The United Kingdom government has rejected a formal request from the Nigerian federal government to transfer former Deputy Senate President Ike Ekweremadu back to Nigeria to complete his prison sentence.

Ekweremadu is currently serving a nine-year, eight-month sentence in the UK after his 2023 conviction for conspiring to traffic a young man for the purpose of harvesting his kidney. The high-profile case drew global attention and marked the first organ-trafficking conviction under the UK’s Modern Slavery Act.

The UK’s decision means the former lawmaker will remain in a British prison, ending any immediate prospect of repatriation.

Last week, Nigeria’s Minister of Foreign Affairs, Yusuf Tuggar, led a delegation to the UK Ministry of Justice (MoJ), where officials formally requested that Ekweremadu be transferred to Nigeria under a prisoner-transfer agreement.

However, a source within the MoJ confirmed that the request was declined, citing concerns that Nigeria could not provide adequate assurances that Ekweremadu would continue serving his full sentence if transferred.

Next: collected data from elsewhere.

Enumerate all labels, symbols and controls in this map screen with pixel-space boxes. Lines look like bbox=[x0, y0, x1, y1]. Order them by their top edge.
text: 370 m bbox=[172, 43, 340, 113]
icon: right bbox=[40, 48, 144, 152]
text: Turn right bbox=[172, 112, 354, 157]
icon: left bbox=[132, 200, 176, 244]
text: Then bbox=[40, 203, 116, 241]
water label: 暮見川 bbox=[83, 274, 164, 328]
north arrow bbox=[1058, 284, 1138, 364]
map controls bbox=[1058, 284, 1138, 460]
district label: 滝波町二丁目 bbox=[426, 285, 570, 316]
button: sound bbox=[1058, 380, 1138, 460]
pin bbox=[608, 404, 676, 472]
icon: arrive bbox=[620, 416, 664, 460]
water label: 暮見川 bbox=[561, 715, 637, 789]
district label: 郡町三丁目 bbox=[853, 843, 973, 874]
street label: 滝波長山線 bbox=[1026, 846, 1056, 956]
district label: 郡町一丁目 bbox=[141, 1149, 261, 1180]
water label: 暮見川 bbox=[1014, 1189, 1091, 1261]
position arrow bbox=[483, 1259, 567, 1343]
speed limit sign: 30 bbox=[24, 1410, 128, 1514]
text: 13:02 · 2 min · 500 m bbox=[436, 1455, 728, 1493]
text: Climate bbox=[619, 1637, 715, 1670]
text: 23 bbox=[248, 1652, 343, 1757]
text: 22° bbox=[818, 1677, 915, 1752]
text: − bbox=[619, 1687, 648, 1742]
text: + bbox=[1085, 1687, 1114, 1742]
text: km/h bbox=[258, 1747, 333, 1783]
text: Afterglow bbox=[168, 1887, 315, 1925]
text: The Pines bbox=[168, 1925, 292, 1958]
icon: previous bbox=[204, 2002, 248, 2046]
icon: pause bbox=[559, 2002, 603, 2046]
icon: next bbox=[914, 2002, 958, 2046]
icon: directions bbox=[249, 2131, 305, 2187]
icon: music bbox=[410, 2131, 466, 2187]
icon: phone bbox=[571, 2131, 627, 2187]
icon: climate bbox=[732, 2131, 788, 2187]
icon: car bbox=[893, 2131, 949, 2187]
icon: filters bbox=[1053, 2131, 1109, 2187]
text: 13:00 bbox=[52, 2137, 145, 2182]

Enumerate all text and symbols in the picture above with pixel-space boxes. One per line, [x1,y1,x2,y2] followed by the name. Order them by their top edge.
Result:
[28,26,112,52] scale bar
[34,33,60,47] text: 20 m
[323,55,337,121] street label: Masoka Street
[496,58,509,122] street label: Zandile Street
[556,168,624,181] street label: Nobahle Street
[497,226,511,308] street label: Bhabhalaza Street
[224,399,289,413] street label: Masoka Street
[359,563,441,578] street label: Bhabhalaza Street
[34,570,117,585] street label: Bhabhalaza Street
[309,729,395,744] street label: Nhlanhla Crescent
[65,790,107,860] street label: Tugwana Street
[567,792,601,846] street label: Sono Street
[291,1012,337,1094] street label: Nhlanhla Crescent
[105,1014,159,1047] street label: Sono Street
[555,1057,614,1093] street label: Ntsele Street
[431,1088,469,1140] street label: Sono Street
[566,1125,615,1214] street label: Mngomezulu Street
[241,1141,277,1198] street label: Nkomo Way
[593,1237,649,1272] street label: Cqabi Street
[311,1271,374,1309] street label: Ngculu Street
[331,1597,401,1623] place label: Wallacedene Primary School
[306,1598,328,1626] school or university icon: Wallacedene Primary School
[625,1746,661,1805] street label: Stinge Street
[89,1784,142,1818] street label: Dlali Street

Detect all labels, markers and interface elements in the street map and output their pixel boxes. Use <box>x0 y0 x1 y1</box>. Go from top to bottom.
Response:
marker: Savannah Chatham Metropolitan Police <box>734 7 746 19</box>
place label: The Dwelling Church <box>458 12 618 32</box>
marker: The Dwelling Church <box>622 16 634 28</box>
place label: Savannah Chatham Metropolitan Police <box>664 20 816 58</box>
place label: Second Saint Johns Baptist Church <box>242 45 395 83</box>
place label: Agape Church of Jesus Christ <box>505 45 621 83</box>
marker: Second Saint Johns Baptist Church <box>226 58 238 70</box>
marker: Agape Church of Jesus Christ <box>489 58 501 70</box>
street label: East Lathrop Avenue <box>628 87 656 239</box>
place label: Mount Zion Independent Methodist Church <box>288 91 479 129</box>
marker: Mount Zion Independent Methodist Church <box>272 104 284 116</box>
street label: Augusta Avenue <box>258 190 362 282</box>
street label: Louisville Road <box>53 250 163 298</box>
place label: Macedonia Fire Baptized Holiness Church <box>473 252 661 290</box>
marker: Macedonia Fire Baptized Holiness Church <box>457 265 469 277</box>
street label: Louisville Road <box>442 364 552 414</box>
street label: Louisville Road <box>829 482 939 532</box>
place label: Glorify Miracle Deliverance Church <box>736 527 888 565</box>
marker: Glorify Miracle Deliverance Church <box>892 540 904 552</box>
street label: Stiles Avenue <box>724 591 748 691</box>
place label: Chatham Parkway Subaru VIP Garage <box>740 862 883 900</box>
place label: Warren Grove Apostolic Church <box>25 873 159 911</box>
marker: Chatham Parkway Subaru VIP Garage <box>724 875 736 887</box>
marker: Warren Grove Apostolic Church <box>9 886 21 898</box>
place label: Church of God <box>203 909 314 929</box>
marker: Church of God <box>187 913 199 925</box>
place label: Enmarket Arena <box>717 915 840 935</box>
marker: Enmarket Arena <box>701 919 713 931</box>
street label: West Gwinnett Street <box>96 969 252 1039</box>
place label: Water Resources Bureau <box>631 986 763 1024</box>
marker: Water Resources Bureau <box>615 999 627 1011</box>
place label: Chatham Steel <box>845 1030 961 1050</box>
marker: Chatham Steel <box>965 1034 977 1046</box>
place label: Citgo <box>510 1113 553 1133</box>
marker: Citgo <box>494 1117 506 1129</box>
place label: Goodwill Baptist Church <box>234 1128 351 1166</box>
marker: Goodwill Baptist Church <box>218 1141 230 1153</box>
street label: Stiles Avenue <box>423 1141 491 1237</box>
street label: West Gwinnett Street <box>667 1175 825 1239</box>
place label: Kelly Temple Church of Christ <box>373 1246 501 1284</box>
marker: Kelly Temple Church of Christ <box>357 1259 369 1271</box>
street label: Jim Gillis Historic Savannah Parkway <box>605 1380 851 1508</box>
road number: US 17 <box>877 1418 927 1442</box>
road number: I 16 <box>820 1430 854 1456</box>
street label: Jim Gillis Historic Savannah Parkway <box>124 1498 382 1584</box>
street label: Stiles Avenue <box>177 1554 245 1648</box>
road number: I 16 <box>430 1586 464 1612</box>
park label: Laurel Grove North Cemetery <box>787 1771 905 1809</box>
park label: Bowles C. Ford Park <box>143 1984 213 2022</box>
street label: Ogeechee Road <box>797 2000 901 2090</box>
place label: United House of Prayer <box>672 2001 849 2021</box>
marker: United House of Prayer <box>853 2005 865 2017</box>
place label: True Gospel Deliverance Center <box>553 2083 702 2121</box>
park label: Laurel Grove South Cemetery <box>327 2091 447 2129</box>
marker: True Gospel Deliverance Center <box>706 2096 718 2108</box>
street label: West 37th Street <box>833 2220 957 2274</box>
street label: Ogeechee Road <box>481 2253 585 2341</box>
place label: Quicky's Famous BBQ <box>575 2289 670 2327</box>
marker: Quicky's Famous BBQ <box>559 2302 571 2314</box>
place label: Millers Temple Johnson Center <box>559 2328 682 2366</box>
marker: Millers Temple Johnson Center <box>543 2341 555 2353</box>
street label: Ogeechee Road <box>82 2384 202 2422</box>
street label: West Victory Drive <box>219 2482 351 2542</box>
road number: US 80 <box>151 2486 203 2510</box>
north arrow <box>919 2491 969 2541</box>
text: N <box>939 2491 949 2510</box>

While declining to comment on Ekweremadu specifically, a UK government spokesperson reiterated the country’s strict approach to prisoner transfers, saying:
“Any prisoner transfer is at our discretion following a careful assessment of whether it would be in the interests of justice.”

Another UK official added:
“The UK will not tolerate modern slavery, and any offender will face the full force of UK law.”

Ekweremadu’s wife, Beatrice Ekweremadu, who received a four-and-a-half-year sentence in the same case, was released earlier in the year after serving the custodial portion of her term and has since returned to Nigeria.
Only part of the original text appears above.